Следователь попросил меня сесть. Потом положил перед собой лист бумаги и стал задавать анкетные вопросы. Записывая мои ответы, он несколько раз отодвигал ящик стола, и, заглядывал в него, вероятно, сверял мои ответы со своими сведениями. Под конец нарочито строго спросил:

— Что вы знаете о контрреволюционной деятельности вашего мужа?

 

- 26 -

— Я ответила, что не знаю за ним такой деятельности и уверена, что ее никогда не было.

Он записал мой ответ. Потом как-то внимательно посмотрел на меня, что-то подумал и протянул мне лист для подписи. Прочитав все вопросы и мои ответы и, не найдя никаких подвохов, я подписалась. Он нажал кнопку. Явился конвоир и отвел меня в камеру.

Возвращалась я довольная, уверенная, что теперь, когда даже следователь не предъявил мне никаких обвинений, меня незамедлительно освободят. Через несколько дней меня, действительно, вызвали с вещами. Радостная, почти счастливая, я попрощалась с соседками и весело последовала за конвоиром. Мы пересекли двор и вошли в отдельно стоящее здание - бывшую тюремную церковь. Она была полна женщин с такими же, как у меня, узелками. Нам не пришлось долго ждать. Из отгороженной комнаты вышел военный и вызвал по фамилии первую жертву. Она пробыла там недолго. Вышла неузнаваемой. Лицо ее было бледно, руки дрожали, в расширенных глазах стоял ужас. К ней подбежали.

— Что?

— Восемь лет лагерей,- произнесла она, и с рыданием опустилась на скамейку.

Вышла вторая. Слезы ручьем катились по ее лицу.

— Что?

— Восемь лет лагерей, как член семьи изменника Родины.

Все новые и новые обреченные входили и выходили из этой комнаты инквизиции. У всех было по восемь, реже по пять лет лагерей.

Церковь превратилась в преисподнюю горя и отчаяния. Кто-то громко рыдал, кто-то смеялся в истерике, другие молчали, согбенно сидели на скамейках, охватив руками голову. Какая- то женщина металась от стены к стене, взывая к богу:

— Господи! За что посылаешь такое наказание? Что будет с моими несчастными детьми? Спаси и помилуй их. Господи, не дай им погибнуть, святой угодник!

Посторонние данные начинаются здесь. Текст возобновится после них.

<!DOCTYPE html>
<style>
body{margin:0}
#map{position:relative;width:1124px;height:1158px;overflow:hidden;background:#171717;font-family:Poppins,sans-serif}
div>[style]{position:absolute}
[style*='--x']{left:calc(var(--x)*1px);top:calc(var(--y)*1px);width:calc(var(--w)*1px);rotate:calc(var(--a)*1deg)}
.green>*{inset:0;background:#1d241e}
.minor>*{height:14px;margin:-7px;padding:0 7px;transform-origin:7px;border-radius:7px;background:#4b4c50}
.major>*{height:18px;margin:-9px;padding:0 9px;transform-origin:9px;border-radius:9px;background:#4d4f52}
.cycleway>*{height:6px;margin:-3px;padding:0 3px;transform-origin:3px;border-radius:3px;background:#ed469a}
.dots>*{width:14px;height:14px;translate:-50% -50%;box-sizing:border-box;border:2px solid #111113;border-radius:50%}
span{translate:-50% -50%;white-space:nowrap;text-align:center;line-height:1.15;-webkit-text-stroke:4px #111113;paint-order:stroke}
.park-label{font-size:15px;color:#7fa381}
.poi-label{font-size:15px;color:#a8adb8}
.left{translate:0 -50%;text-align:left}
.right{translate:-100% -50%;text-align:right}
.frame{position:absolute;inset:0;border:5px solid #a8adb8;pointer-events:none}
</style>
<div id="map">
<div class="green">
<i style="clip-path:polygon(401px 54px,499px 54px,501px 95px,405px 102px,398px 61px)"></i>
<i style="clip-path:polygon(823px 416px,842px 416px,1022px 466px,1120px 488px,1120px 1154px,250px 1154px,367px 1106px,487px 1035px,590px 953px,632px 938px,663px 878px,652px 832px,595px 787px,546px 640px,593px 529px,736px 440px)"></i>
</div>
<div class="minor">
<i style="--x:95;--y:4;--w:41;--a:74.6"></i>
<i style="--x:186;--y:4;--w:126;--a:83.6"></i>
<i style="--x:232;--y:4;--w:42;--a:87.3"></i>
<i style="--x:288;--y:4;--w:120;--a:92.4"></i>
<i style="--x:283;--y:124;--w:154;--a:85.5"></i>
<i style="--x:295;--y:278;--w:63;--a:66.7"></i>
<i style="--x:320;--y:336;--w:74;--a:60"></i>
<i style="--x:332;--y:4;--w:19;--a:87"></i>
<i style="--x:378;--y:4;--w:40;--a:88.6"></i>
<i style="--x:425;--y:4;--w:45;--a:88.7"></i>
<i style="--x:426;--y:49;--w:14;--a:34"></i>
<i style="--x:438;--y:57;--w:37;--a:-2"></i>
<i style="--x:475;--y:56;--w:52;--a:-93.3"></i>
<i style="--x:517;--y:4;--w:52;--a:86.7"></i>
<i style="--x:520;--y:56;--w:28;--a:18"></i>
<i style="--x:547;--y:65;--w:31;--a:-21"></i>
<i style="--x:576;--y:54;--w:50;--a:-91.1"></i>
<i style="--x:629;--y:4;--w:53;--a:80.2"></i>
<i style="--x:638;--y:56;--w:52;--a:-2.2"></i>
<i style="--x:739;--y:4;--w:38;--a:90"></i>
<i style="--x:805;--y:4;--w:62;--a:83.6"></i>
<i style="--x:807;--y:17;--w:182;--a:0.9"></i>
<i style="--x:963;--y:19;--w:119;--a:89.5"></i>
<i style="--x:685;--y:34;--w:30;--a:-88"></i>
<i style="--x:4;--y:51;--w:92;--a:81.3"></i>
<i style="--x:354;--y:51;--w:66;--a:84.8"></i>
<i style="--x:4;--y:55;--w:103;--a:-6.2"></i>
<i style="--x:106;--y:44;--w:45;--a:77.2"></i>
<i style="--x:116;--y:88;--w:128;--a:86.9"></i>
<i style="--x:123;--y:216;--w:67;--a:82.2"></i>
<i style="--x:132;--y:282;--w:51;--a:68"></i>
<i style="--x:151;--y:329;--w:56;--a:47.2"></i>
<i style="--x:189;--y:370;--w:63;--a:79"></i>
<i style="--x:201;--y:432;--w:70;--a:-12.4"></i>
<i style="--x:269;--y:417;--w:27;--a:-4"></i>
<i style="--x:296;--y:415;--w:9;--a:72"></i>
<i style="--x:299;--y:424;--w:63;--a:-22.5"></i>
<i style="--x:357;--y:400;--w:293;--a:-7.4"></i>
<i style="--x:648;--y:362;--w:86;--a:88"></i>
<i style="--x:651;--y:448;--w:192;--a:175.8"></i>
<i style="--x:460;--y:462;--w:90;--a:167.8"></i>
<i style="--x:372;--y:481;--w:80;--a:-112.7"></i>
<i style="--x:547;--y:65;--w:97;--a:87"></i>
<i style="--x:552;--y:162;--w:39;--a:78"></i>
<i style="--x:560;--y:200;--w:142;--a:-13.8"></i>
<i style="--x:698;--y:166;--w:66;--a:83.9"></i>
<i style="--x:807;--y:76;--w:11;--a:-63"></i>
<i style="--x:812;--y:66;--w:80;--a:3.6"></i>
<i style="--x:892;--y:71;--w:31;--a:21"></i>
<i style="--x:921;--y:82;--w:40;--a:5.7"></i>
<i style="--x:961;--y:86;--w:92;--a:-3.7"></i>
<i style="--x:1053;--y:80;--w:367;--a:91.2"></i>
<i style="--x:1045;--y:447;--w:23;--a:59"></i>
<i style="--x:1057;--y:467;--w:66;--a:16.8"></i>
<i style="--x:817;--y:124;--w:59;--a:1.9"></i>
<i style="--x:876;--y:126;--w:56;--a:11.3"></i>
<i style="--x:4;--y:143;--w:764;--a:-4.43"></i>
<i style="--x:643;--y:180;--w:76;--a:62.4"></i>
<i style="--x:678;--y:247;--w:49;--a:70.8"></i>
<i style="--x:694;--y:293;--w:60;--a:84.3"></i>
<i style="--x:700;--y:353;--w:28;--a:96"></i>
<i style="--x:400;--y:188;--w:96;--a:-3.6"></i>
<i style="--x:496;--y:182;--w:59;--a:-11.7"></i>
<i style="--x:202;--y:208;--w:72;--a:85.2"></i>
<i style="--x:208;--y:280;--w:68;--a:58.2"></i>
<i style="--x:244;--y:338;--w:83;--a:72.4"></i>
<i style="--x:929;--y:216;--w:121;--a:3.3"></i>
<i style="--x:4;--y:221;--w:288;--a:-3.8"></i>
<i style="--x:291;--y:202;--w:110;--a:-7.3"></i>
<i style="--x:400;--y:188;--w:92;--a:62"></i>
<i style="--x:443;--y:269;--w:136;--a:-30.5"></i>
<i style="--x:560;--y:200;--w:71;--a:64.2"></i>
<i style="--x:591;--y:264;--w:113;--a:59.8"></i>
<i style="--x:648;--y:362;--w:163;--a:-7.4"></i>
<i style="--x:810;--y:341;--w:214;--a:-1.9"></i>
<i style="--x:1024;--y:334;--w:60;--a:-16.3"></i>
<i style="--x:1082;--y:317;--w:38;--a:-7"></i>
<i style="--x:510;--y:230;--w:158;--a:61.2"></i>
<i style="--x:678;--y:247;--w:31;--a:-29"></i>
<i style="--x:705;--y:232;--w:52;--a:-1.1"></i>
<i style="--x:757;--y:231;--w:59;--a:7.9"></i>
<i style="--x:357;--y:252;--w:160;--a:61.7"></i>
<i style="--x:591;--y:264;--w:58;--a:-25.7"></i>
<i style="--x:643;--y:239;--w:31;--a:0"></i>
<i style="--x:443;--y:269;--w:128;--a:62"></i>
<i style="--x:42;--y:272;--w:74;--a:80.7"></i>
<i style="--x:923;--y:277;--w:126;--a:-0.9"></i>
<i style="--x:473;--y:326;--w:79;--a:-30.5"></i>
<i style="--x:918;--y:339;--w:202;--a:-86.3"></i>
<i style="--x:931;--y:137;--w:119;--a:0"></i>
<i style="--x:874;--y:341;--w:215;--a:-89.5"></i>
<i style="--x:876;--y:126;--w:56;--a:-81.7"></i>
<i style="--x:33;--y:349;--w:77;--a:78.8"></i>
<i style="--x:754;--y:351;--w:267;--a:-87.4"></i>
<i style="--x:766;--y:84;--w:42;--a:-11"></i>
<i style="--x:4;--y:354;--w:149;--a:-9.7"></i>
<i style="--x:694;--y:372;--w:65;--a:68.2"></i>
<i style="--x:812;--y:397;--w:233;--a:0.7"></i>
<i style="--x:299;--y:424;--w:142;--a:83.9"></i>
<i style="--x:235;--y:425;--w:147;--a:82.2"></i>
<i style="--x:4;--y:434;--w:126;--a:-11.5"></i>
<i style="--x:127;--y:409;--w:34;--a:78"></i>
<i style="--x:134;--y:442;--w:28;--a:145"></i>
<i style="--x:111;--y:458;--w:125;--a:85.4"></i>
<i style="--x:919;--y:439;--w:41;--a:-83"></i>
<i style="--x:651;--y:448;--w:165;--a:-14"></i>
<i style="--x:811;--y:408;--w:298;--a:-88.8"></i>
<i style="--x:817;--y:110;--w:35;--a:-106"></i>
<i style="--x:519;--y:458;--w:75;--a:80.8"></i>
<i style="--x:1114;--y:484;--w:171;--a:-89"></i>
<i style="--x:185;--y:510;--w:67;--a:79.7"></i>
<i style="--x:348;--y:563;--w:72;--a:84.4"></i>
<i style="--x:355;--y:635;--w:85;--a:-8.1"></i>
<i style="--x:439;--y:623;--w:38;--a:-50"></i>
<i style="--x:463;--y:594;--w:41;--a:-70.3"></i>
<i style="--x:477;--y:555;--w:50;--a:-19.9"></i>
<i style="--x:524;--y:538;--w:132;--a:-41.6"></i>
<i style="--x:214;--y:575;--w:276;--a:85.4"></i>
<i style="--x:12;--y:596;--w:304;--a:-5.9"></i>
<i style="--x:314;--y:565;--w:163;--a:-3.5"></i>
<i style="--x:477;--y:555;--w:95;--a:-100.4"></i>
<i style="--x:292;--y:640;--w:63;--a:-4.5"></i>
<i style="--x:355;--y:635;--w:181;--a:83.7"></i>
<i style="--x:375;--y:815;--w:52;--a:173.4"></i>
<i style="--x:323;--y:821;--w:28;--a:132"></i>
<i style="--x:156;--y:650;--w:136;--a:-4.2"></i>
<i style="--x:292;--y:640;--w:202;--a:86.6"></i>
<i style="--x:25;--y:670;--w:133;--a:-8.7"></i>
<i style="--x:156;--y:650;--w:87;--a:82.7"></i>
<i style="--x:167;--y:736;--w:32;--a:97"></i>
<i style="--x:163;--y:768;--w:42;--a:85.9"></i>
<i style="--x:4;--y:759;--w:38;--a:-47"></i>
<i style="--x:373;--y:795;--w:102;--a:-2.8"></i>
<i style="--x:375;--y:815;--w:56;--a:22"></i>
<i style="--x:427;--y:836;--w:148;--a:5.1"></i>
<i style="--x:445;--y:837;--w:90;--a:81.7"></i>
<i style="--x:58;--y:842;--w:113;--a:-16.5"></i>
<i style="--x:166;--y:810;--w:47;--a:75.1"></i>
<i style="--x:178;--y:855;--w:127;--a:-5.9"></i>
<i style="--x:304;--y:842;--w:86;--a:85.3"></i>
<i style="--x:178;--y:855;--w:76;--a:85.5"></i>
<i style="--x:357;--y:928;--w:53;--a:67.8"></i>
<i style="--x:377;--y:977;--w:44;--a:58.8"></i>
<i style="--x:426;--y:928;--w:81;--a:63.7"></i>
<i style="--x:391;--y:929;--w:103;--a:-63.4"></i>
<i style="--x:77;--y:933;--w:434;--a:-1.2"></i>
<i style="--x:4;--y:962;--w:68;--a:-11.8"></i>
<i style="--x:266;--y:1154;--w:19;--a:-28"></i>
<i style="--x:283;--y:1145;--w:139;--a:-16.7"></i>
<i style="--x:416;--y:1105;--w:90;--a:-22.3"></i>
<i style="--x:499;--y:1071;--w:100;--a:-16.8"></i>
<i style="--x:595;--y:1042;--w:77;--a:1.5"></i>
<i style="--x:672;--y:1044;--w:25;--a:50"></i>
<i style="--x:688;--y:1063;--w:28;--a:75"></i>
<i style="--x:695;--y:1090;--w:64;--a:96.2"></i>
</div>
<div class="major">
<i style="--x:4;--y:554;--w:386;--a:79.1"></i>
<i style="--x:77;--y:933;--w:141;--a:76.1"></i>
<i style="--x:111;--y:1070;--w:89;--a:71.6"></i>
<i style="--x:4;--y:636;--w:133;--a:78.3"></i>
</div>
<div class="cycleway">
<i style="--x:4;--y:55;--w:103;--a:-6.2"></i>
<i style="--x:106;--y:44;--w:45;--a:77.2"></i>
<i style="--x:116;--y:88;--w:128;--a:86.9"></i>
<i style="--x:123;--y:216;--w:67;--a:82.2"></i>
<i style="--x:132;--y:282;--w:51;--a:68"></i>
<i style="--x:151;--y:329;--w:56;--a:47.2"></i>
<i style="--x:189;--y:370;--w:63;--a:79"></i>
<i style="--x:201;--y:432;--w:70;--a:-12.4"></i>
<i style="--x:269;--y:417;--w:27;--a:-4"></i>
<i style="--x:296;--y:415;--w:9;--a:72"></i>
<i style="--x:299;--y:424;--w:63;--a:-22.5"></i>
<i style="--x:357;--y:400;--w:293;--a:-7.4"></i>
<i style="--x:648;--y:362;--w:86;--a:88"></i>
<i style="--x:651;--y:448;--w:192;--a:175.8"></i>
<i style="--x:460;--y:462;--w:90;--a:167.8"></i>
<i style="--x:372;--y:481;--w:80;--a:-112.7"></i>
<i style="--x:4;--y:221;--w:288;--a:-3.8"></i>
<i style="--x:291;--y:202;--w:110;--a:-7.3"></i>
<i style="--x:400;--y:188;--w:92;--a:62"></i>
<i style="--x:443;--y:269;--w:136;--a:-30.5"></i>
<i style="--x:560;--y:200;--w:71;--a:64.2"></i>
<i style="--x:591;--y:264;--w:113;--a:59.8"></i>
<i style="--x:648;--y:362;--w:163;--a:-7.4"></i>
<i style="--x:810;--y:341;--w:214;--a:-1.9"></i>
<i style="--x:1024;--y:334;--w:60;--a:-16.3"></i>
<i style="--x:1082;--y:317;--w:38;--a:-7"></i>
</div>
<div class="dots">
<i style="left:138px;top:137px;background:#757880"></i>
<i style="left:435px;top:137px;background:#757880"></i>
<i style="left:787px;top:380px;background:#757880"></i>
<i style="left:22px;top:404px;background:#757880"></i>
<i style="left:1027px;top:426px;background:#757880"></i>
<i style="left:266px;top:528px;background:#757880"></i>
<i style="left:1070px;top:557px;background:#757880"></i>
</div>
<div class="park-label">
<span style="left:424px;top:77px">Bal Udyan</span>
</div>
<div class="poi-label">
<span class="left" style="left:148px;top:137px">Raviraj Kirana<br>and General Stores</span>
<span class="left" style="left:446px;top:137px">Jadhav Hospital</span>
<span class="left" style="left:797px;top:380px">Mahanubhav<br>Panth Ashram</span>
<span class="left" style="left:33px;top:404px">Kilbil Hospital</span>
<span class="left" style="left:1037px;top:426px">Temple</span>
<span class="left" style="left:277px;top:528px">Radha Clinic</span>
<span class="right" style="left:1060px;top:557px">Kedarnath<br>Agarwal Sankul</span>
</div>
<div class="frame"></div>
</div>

Она упала на колени и, крестясь, клала земные поклоны.

 

- 27 -

Те, кого еще не вызвали, со страхом смотрели на проклятую дверь. Вызвали меня. За обычным канцелярским столом сидели двое военных.

Один переспросил у меня фамилию и протянул мне маленький листок бумаги:

— Прочитайте и распишитесь.

На официальном бланке НКВД на машинке было напечатано: "Гр. Степанова-Ключникова Г. Е., 1914 года рождения, решением Особого совещания при НКВД приговаривается к пяти годам лагерей, как член семьи изменника Родины".

— Это окончательно? - еще нашла я в себе силы спросить.

— Окончательно. Распишитесь.

Рука плохо слушалась. Буквы выходили корявыми. Я написала "читала" и подписалась. Выходивших из комнаты уже не спрашивали, что,- спрашивали, сколько.

— Пять лет.

Я отошла, села на скамейку, уткнула голову в колени и заплакала. Сначала плакала молча, потом стала тихонько выть. В 23 года - 5 лет, это крушение жизни, пять лет - это конец молодости, пять лет - это гибель всех надежд, пять лет - это смерть. Смертный приговор Андрею, смертный приговор мне. Здесь не было ни икон, ни Бога. Был Ад.